Proof is in the Shipping: An Update from the DPLA Tech Team
Working on software is great fun, but there’s nothing more rewarding to a software developer than the moment one ships software that enables users to do new things. The DPLA Tech Team has been hard at work this summer on a number of new projects, and I wanted to take a second to call out some things we have “shipping” out this month. You’ll hear more about these projects on our blog at DPLA News over the coming months, but here’s a quick look:
The original DPLA website included a feature that allowed users to build lists of their favorite items, but because of challenges maintaining that tool, it was not included as part of the redesigned website we launched in March. Instead, we have just launched our new take on list-making functionality. The Lists feature is built right into DPLA search results, topic browse lists, and item pages and allows you to create lists of items from across DPLA collections. Save your customized lists privately in your device’s browser or download them as spreadsheets to use on a different device or to share with others. View last week’s announcement and helpful guide to getting started with your lists.
New Search Index
Our search index software, ElasticSearch, powers the DPLA search experience so that when you search for “puppy in shoe,” you are treated to this adorable image matching your keywords. This summer, we upgraded our search index software from ElasticSearch 0.90, which was released in early 2013, to a recent build of ElasticSearch 6. While the project was a huge lift, this upgrade has allowed us to increase performance while shaving 28% off our hosting bills for some of our most costly infrastructure. Plus, now we have a strong base on which to build new features like autocomplete and spell check for keyword searches.

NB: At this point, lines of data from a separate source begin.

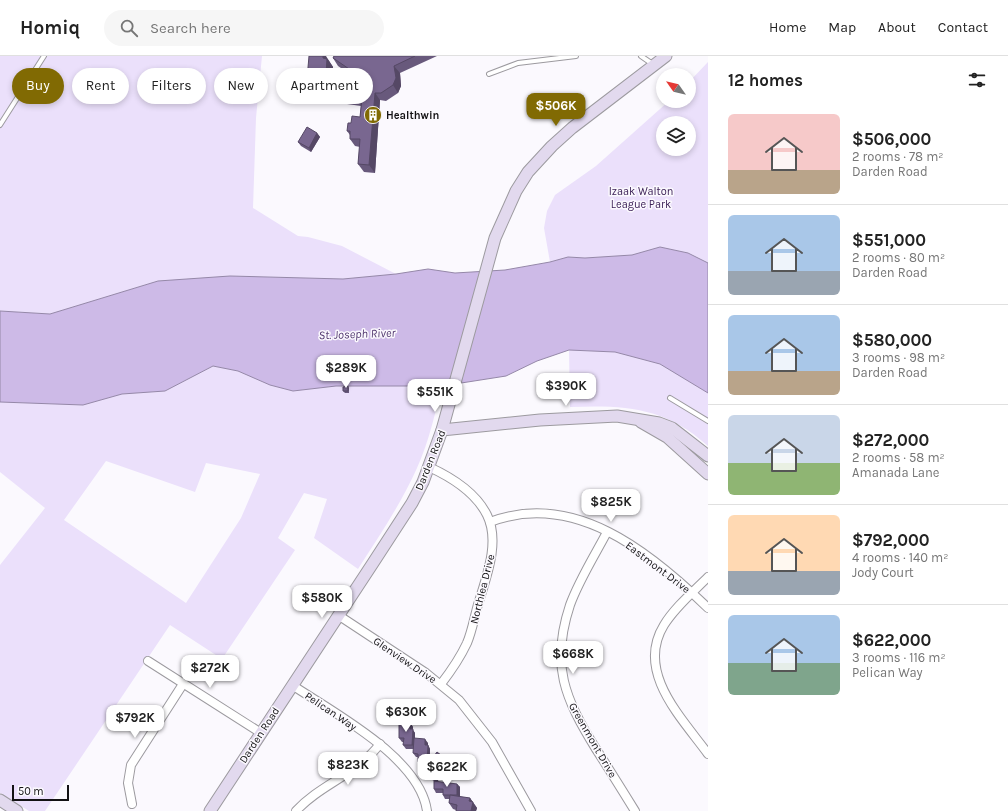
<!DOCTYPE html>
<html lang="en">
<head>
<meta charset="utf-8">
<style>
  body { margin:0; font-family:Karla,sans-serif; background:#f6f6f6; color:#222; height:100vh; display:flex; flex-direction:column; font-size:15px; white-space:nowrap }
  * { box-sizing:border-box; margin:0 }
  p { font-size:13px; color:#767676 }
  .icon { flex:none; width:22px; height:22px; fill:none; stroke:currentColor; stroke-width:2; stroke-linecap:round; stroke-linejoin:round }
  .map { position:relative; flex:1; overflow:hidden }
  .details { display:flex; flex-direction:column; background:#fff; width:300px }
  .details>* { flex:none }
  .guide { position:absolute; left:12px; top:12px; width:380px; height:36px; display:flex; gap:8px }
  .needle { width:26px; rotate:304deg }
  .buttons { position:absolute; left:656px; top:12px; display:grid; gap:8px }
  .buttons a { display:grid; place-items:center; width:40px; height:40px; border-radius:50%; background:#fff; box-shadow:0 2px 6px #0003; font-size:20px }
  .scale { position:absolute; left:12px; bottom:10px; width:57px; box-sizing:border-box; padding-left:4px; border:2px solid #131214; border-top:0; font-size:11px; line-height:14px; white-space:nowrap; color:#131214; -webkit-text-stroke:3px #fbf9fe; paint-order:stroke }
  .price { position:absolute; translate:-50% -34px; padding:0 9px; border-radius:8px; background:#fff; color:#222; font-size:13px; line-height:26px; filter:drop-shadow(0 1px 2px #0008) }
  .price::after { content:''; position:absolute; left:50%; top:24px; width:12px; height:9px; margin-left:-6px; background:inherit; clip-path:polygon(0 0,100% 0,50% 100%) }
  .price.on { background:#816a03; color:#fff }
  ul { padding:0; list-style:none }
  li { display:flex; align-items:center; gap:12px; height:100px; padding:0 20px }
  li+li { border-top:1px solid #e0e0e0 }
  li span { display:grid; place-items:center; flex:none; width:112px; height:80px; border-radius:6px; color:#555 }
  li>.icon { margin-inline-start:auto }
  span .icon { width:48px; height:48px; fill:#fffc; stroke-width:1 }
  li b { font-size:17px }
  h2 { display:flex; justify-content:space-between; align-items:center; height:48px; padding:0 20px; font-size:17px }
  .pill { padding:0 14px; border-radius:18px; background:#fff; box-shadow:0 2px 6px #0003; font-size:14px; line-height:36px }
  .pill.on { background:#816a03; color:#fff }
  header { display:flex; align-items:center; gap:24px; box-sizing:border-box; height:56px; padding:0 20px; background:#fff; border-bottom:1px solid #e0e0e0 }
  header strong { font-size:19px }
  nav { display:flex; gap:22px; margin-inline-start:auto; font-size:14px }
  .search { width:280px; height:36px; background:#f6f6f6; display:flex; align-items:center; gap:10px; box-sizing:border-box; padding:0 14px; border-radius:22px; color:#767676; font-size:15px }
  main { display:flex; flex:1; min-height:0 }
  .map>svg:first-child { display:block }
  .green { fill:#ebe0fb; fill-rule:evenodd }
  .water { fill:#cdbae7; stroke:#9588a8 }
  .lines { fill:none; stroke-linecap:round; stroke-linejoin:round }
  .lane-casing { stroke:#9c9a9f; stroke-width:6 }
  .street-casing { stroke:#9c9a9f; stroke-width:10 }
  .secondary-casing { stroke:#9c9a9f; stroke-width:13 }
  .lane { stroke:#fff; stroke-width:4 }
  .street { stroke:#fff; stroke-width:8 }
  .secondary { stroke:#e2d9ee; stroke-width:11 }
  .wall { fill:#68597c }
  .shaded-wall { fill:#554865 }
  .building { fill:#796790; stroke:#554865 }
  .labels { text-anchor:middle; stroke-width:3; stroke-linejoin:round; paint-order:stroke }
  .poi-label { font-size:11px; font-weight:bold; fill:#131214; stroke:#fbf9fe; text-anchor:start }
  .park-label { font-size:11px; fill:#3c2157; stroke:#fbf9fe }
  .street-label { font-size:11px; fill:#131214; stroke:#fbf9fe }
  .water-label { font-size:12px; font-style:italic; fill:#50366e; stroke:#fbf9fe }
</style>
</head>
<body>
<header>
<strong>Homiq</strong>
<div class="search"><svg class="icon" aria-label="search" viewBox="0 0 24 24"><circle cx="10" cy="10" r="6"/><path d="M15 15l6 6"/></svg>Search here</div>
<nav><a>Home</a><a>Map</a><a>About</a><a>Contact</a></nav>
</header>
<main>
<div class="map">
<svg width="708" height="755" viewBox="0 0 708 755">
  <rect width="100%" height="100%" fill="#fbf9fe"/>
  <g class="green">
    <polygon points="0,0 262,0 256,62 253,152 298,180 308,181 342,190 396,218 343,223 158,225 50,258 0,255"/>
    <path d="M708,6V207L688,197L660,191L632,199L585,202L568,201L550,206L544,172L547,155L555,139L596,110L669,45H689V26ZM663,67H689V93H663Z"/>
    <path d="M569,294L615,296L660,308L708,337V390C665,351 625,349 570,351Z"/>
    <path d="M213,310L238,315L270,329L293,335L336,330H442C435,357 429,386 417,412C401,448 379,480 358,513L314,482L327,443L304,437L278,482L295,494L222,603L170,569L45,755H29L0,737V509L45,452L0,416V346L83,349L122,338L165,335ZM106,405L195,436L206,407L260,418L241,462L186,547L64,464Z"/>
  </g>
  <polygon class="water" points="660,191 688,197 708,207 708,337 660,308 615,296 569,294 537,305 506,320 442,330 336,330 293,335 270,329 238,315 213,310 165,335 122,338 83,349 0,346 0,255 50,258 158,225 230,220 343,223 396,218 428,213 455,217 505,214 550,206 568,201 585,202 632,199"/>
  <g class="lines">
    <defs>
      <g id="lane">
        <polyline points="641,0 654,9"/>
        <polyline points="489,18 518,7 576,0"/>
        <polyline points="0,69 44,0"/>
        <polyline points="670,342 708,365"/>
      </g>
      <g id="street">
        <path d="M429,411C451,421 476,437 487,459C501,487 485,524 477,552C474,563 472,575 467,587C460,602 451,615 441,628"/>
        <path d="M490,466C574,434 650,496 708,552"/>
        <path d="M607,476C595,499 579,524 570,549C550,609 565,643 596,693C609,713 622,734 635,755"/>
        <path d="M708,521C693,536 675,551 664,569C635,616 682,662 708,698"/>
        <polyline points="338,559 426,617 459,644 492,686 531,755"/>
        <polyline points="148,605 261,677"/>
        <path d="M292,629C334,657 420,702 427,755"/>
        <polyline points="132,748 128,727 131,709 183,628"/>
        <path d="M296,755C321,728 356,719 380,688"/>
      </g>
      <g id="secondary">
        <polyline points="641,366 667,381 708,418"/>
        <polyline points="442,374 540,364 617,360 659,367 672,372 708,400"/>
        <polyline points="0,744 17,755"/>
        <polyline points="210,755 373,507 412,447 423,426 442,374 495,182 516,135 528,116 552,90 572,72 666,0"/>
      </g>
    </defs>
    <use href="#lane" class="lane-casing"/>
    <use href="#street" class="street-casing"/>
    <use href="#secondary" class="secondary-casing"/>
    <use href="#lane" class="lane"/>
    <use href="#street" class="street"/>
    <use href="#secondary" class="secondary"/>
  </g>
  <g class="wall">
    <polygon points="334,0 437,0 400,17 401,30 398,37 386,45 380,44 375,117 364,116 358,108 360,91 355,90 350,83 350,79 347,75 351,67 360,61 361,50 347,48 343,42 316,42 314,45 303,37 298,30 329,4 329,5 333,11 332,18 353,20 338,10 333,2"/>
    <polygon points="317,77 320,81 311,96 301,90 298,86"/>
    <polygon points="348,330 349,332 349,337 345,337 343,335"/>
    <polygon points="410,667 413,671 413,674 415,677 415,683 428,687 428,689 430,693 430,705 449,707 444,712 446,714 437,726 457,728 460,731 460,741 470,742 477,752 476,755 456,755 456,754 453,753 449,747 450,743 445,743 443,739 443,737 436,737 434,733 434,725 429,722 427,718 431,712 429,710 421,710 418,706 418,701 416,701 413,697 414,693 406,693 403,689 404,686 402,686 399,682"/>
  </g>
  <g class="shaded-wall">
    <polygon points="323,0 326,0 333,11 331,26 326,18 323,2"/>
    <polygon points="394,10 400,17 401,30 398,37 393,29"/>
    <polygon points="311,34 316,42 314,45 309,37"/>
    <polygon points="375,37 380,44 375,117 369,109"/>
    <polygon points="317,77 320,81 311,96 309,92"/>
    <polygon points="410,667 413,671 413,674 415,677 415,693 412,689 410,673"/>
    <polygon points="425,683 428,687 428,689 430,693 429,709 428,708 429,710 427,706 425,689"/>
    <polygon points="446,703 449,707 444,712 446,714 436,727 434,723 441,709"/>
    <polygon points="457,728 460,731 460,743 457,739"/>
    <polygon points="470,742 477,752 476,755 471,755 469,745"/>
  </g>
  <g class="building">
    <polygon points="309,0 323,0 323,2 327,3 326,18 355,20 355,17 333,2 334,0 415,0 394,10 396,22 393,29 381,37 375,37 369,109 358,108 360,83 350,83 350,75 347,75 348,67 351,67 352,60 360,61 362,42 342,41 342,35 311,34 309,37 298,30 303,22 307,23"/>
    <polygon points="307,71 317,77 309,92 298,86"/>
    <polygon points="348,330 348,335 343,335 343,331"/>
    <polygon points="399,667 410,667 410,673 413,673 412,689 403,689 404,682 399,682"/>
    <polygon points="414,682 425,683 425,689 428,689 427,706 418,706 418,698 413,697"/>
    <polygon points="437,696 446,703 441,709 443,711 434,723 427,718 432,711 428,708"/>
    <polygon points="434,725 457,728 457,739 443,739 443,733 434,733"/>
    <polygon points="450,739 470,742 469,745 473,746 471,755 456,755 457,749 449,747"/>
  </g>
  <defs>
    <symbol id="building-disc" viewBox="-11 -11 22 22"><circle r="9.5" fill="#816a03" stroke="#fbf9fe"/><path d="M-4-6H4V6H1V3H-1V6H-4ZM-2.5-4.3h1.7v1.8h-1.7ZM.8-4.3h1.7v1.8H.8ZM-2.5-1h1.7V.8h-1.7ZM.8-1h1.7V.8H.8Z" fill="#fff"/></symbol>
  </defs>
  <g fill-rule="evenodd">
    <use href="#building-disc" x="363" y="49" width="20" height="20"/>
  </g>
  <g class="labels">
    <g class="poi-label">
      <text x="386" y="63">Healthwin</text>
    </g>
    <g class="park-label">
      <text x="641" y="139">Izaak Walton<tspan x="641" dy="13">League Park</tspan></text>
    </g>
    <g class="street-label">
      <text transform="translate(430 404) rotate(-68)" y="4">Darden Road</text>
      <text transform="translate(658 511) rotate(37)" y="4">Eastmont Drive</text>
      <text transform="translate(482 533) rotate(-76)" y="4">Northlea Drive</text>
      <text transform="translate(405 604) rotate(34)" y="4">Glenview Drive</text>
      <text transform="translate(331 655) rotate(34)" y="4">Pelican Way</text>
      <text transform="translate(259 679) rotate(-57)" y="4">Darden Road</text>
      <text transform="translate(593 684) rotate(60)" y="4">Greenmont Drive</text>
    </g>
    <g class="water-label">
      <text transform="translate(357 278) rotate(-2)" y="4">St. Joseph River</text>
    </g>
  </g>
</svg>
<div class="buttons">
<a><svg class="needle" viewBox="-14 -14 28 28"><path d="M0-13l5 13h-10z" fill="#e53935"/><path d="M0 13l5-13h-10z" fill="#767676"/></svg></a>
<a><svg class="icon" aria-label="layers" viewBox="0 0 24 24"><path d="M12 4l9 5-9 5-9-5zM3 14l9 5 9-5"/></svg></a>
</div>
<div class="scale">50 m</div>
<b class="price on" style="left:556px;top:71px">$506K</b>
<b class="price" style="left:346px;top:333px">$289K</b>
<b class="price" style="left:566px;top:351px">$390K</b>
<b class="price" style="left:435px;top:357px">$551K</b>
<b class="price" style="left:611px;top:467px">$825K</b>
<b class="price" style="left:322px;top:563px">$580K</b>
<b class="price" style="left:573px;top:619px">$668K</b>
<b class="price" style="left:210px;top:633px">$272K</b>
<b class="price" style="left:406px;top:677px">$630K</b>
<b class="price" style="left:135px;top:683px">$792K</b>
<b class="price" style="left:348px;top:730px">$823K</b>
<b class="price" style="left:447px;top:732px">$622K</b>
<div class="guide">
<a class="pill on">Buy</a>
<a class="pill">Rent</a>
<a class="pill">Filters</a>
<a class="pill">New</a>
<a class="pill">Apartment</a>
</div>
</div>
<section class="details">
<h2>12 homes<svg class="icon" aria-label="filters" viewBox="0 0 24 24"><path d="M4 7h16M4 17h16"/><circle cx="9" cy="7" r="2"/><circle cx="15" cy="17" r="2"/></svg></h2>
<ul>
<li><span style="background:linear-gradient(#f6c9c9 70%,#b9a48a 0)"><svg class="icon" aria-label="home" viewBox="0 0 24 24"><path d="M3 11l9-7 9 7M6 9v11h12V9"/></svg></span><div><b>$506,000</b><p>2 rooms · 78 m²</p><p>Darden Road</p></div></li>
<li><span style="background:linear-gradient(#a9c7e8 70%,#9aa5b1 0)"><svg class="icon" aria-label="home" viewBox="0 0 24 24"><path d="M3 11l9-7 9 7M6 9v11h12V9"/></svg></span><div><b>$551,000</b><p>2 rooms · 80 m²</p><p>Darden Road</p></div></li>
<li><span style="background:linear-gradient(#a9c7e8 70%,#b9a48a 0)"><svg class="icon" aria-label="home" viewBox="0 0 24 24"><path d="M3 11l9-7 9 7M6 9v11h12V9"/></svg></span><div><b>$580,000</b><p>3 rooms · 98 m²</p><p>Darden Road</p></div></li>
<li><span style="background:linear-gradient(#c9d6e8 60%,#8fb573 0)"><svg class="icon" aria-label="home" viewBox="0 0 24 24"><path d="M3 11l9-7 9 7M6 9v11h12V9"/></svg></span><div><b>$272,000</b><p>2 rooms · 58 m²</p><p>Amanada Lane</p></div></li>
<li><span style="background:linear-gradient(#ffd9b3 70%,#9aa5b1 0)"><svg class="icon" aria-label="home" viewBox="0 0 24 24"><path d="M3 11l9-7 9 7M6 9v11h12V9"/></svg></span><div><b>$792,000</b><p>4 rooms · 140 m²</p><p>Jody Court</p></div></li>
<li><span style="background:linear-gradient(#a9c7e8 60%,#7fa58c 0)"><svg class="icon" aria-label="home" viewBox="0 0 24 24"><path d="M3 11l9-7 9 7M6 9v11h12V9"/></svg></span><div><b>$622,000</b><p>3 rooms · 116 m²</p><p>Pelican Way</p></div></li>
</ul>
</section>
</main>
</body>
</html>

Being trapped in any sort of data architecture is a bad place to be, and growing record counts only make the problem worse. DPLA used to work through an incremental updates ingestion process that kept us from easily adding new fields to our search index or changing data once it was live. Over the past few months, we built a mass-reindexing system based on Amazon S3, Apache Spark, and Jenkins that lets us rebuild our search index from scratch multiple times a week. Now, we’re set to evolve our search capabilities, experiment with new ideas, and recover our search infrastructure from nothing within two hours.
DPLA has been providing our Hub Network with usage statistics via Google Analytics dashboards for quite a while, but this month, we’re launching a new web application, custom-built for our Members, that presents an easy-to-use view of multifaceted usage analytics. Using these new dashboards, our Members will have access to new information about usage of our API and metadata quality metrics alongside data from Google Analytics. If you’re a Member Hub, look forward to hearing more about this soon!